Personal information
- Full name: Yannis Alladoum Lagha
- Date of birth: 21 June 2004 (age 22)
- Place of birth: Lyon, France
- Height: 1.85 m (6 ft 1 in)
- Position: Striker

Team information
- Current team: JS Kabylie
- Number: 12

Youth career
- 2010–2012: AS Montchat Lyon
- 2012: US Annecy-le-Vieux
- 2012–2013: Montpellier
- 2013–2016: Etoile Sportive Trinité
- 2016–2022: Lyon

Senior career*
- Years: Team / Apps / (Gls)
- 2022–2026: Lyon B / 47 / (6)
- 2026–: JS Kabylie / 1 / (0)

International career^{‡}
- 2021–2022: Algeria U18 / 2 / (0)

= Yannis Lagha =

Footballer (born 2004)

Yannis Alladoum Lagha (born 21 June 2004) is a professional footballer who plays as a striker for JS Kabylie. Born in France, he has represented Algeria at youth international level.

==Club career==
Lagha joined Lyon in 2016. In 2022, He played in the U-19 level whom he was captained and won the Coupe Gambardella beating SM Caen.

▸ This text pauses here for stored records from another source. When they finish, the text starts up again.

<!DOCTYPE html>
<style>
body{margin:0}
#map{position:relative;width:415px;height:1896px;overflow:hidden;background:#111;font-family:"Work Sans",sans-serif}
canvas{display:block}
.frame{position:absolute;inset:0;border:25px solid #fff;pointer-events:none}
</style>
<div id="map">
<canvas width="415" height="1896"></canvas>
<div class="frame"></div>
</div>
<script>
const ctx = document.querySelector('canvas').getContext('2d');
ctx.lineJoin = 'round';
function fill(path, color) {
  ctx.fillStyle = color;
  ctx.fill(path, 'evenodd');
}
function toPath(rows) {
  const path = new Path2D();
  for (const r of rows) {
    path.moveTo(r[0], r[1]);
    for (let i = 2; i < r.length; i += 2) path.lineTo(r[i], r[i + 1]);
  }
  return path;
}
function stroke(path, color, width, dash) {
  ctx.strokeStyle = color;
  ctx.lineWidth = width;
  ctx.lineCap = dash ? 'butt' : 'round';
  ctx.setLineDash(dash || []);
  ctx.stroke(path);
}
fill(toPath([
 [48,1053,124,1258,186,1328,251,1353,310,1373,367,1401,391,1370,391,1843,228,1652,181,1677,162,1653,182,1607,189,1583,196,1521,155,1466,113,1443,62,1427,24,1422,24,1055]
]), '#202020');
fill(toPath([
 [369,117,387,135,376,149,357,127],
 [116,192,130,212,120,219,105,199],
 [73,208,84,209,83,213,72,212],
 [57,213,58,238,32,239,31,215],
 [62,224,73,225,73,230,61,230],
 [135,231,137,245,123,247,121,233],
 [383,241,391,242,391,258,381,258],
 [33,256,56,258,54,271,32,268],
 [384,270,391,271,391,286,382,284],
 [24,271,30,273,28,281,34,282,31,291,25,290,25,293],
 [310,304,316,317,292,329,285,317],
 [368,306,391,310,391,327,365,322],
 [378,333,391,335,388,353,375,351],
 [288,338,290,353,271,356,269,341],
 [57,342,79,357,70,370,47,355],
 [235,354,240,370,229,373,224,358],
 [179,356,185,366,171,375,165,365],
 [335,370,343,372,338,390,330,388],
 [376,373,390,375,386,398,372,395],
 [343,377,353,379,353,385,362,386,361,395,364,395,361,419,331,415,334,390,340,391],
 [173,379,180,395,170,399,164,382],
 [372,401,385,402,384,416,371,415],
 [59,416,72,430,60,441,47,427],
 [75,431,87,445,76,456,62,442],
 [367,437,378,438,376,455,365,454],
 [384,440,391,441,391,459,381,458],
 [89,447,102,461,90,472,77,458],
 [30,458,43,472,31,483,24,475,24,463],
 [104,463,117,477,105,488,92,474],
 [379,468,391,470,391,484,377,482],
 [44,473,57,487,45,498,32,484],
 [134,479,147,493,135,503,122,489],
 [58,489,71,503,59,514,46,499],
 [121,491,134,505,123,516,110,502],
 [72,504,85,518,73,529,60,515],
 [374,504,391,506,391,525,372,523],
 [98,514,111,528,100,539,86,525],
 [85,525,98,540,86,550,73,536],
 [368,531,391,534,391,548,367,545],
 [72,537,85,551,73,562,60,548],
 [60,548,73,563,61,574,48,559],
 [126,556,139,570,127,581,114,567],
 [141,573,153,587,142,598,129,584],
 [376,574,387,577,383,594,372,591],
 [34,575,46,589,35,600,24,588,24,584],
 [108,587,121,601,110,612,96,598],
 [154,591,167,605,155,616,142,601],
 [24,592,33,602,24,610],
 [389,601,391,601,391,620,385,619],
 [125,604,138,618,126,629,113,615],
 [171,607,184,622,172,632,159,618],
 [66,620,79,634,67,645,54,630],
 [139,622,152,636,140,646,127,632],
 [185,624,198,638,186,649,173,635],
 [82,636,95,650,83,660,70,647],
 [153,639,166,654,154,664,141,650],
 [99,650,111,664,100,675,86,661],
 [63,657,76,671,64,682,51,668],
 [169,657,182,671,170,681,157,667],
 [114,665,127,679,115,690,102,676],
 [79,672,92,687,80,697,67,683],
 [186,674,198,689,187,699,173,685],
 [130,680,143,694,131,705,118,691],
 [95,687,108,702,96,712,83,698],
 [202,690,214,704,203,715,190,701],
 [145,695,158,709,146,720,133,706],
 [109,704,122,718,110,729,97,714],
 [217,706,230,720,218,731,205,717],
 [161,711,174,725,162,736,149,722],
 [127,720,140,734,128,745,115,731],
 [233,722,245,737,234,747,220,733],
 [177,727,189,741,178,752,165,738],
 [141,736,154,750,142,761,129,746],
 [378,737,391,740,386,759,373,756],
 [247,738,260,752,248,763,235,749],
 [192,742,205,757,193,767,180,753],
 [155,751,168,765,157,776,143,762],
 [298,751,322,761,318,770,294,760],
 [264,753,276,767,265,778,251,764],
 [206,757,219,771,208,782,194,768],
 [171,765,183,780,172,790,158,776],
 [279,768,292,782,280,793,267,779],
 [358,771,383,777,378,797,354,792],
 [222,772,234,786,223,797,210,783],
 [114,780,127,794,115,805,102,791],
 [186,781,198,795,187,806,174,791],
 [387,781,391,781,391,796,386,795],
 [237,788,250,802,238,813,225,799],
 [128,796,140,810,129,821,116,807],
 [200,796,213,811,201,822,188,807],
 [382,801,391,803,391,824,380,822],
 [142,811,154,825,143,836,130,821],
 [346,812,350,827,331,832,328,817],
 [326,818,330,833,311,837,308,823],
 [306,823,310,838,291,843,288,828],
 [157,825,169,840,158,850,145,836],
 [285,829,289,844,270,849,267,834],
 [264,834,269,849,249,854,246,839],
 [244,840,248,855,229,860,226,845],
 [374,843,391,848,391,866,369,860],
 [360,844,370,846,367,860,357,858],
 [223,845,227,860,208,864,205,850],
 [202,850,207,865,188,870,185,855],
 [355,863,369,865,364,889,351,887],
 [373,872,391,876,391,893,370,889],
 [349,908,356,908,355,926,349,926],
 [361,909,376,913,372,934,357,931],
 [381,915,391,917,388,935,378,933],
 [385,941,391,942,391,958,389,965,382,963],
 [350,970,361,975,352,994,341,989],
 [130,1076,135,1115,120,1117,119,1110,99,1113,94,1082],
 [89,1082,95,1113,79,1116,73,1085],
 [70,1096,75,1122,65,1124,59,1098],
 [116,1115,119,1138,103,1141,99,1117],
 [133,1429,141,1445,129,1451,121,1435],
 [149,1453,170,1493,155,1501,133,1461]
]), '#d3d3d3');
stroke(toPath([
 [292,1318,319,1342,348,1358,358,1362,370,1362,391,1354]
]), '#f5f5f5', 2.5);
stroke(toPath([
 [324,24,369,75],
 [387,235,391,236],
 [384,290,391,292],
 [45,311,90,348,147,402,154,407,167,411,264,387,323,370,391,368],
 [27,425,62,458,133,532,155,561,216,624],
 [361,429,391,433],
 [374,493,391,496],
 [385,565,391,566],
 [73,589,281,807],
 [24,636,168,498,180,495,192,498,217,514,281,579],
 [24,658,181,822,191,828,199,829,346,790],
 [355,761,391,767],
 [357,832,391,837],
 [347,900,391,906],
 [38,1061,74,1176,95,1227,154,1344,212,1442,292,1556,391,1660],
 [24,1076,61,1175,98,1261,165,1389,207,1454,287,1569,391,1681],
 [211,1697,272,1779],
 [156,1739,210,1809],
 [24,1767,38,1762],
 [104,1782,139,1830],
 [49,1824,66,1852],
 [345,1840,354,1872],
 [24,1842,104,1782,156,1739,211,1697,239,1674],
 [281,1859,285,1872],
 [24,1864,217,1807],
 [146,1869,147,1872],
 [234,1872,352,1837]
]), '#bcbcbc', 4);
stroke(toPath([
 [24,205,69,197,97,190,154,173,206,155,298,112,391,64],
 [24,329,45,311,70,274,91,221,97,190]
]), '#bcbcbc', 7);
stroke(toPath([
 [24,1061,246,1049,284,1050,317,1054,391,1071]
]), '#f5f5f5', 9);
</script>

He signed his first professional contract in June 2022, becoming the second player born in 2004 to sign a contract for Lyon.

On 31 August 2026, he joined JS Kabylie, signing a two-year contract with the Kabyle club. On 17 September 2026, with JS Kabylie, under the direction of head coach Karim Belhocine, Lagha made his professional debut in Ligue 1.

==International career==
Lagha is eligible to represent either Algeria, France or the Central African Republic internationally.

After receiving call-ups from both Algeria and France, Lagha chose to play for Algeria. He started and captained on his debut for the Algeria U18 against France.

==Personal life==
Born in France, Lagha is of Algerian and Central African Republic descent through his father and mother, respectively.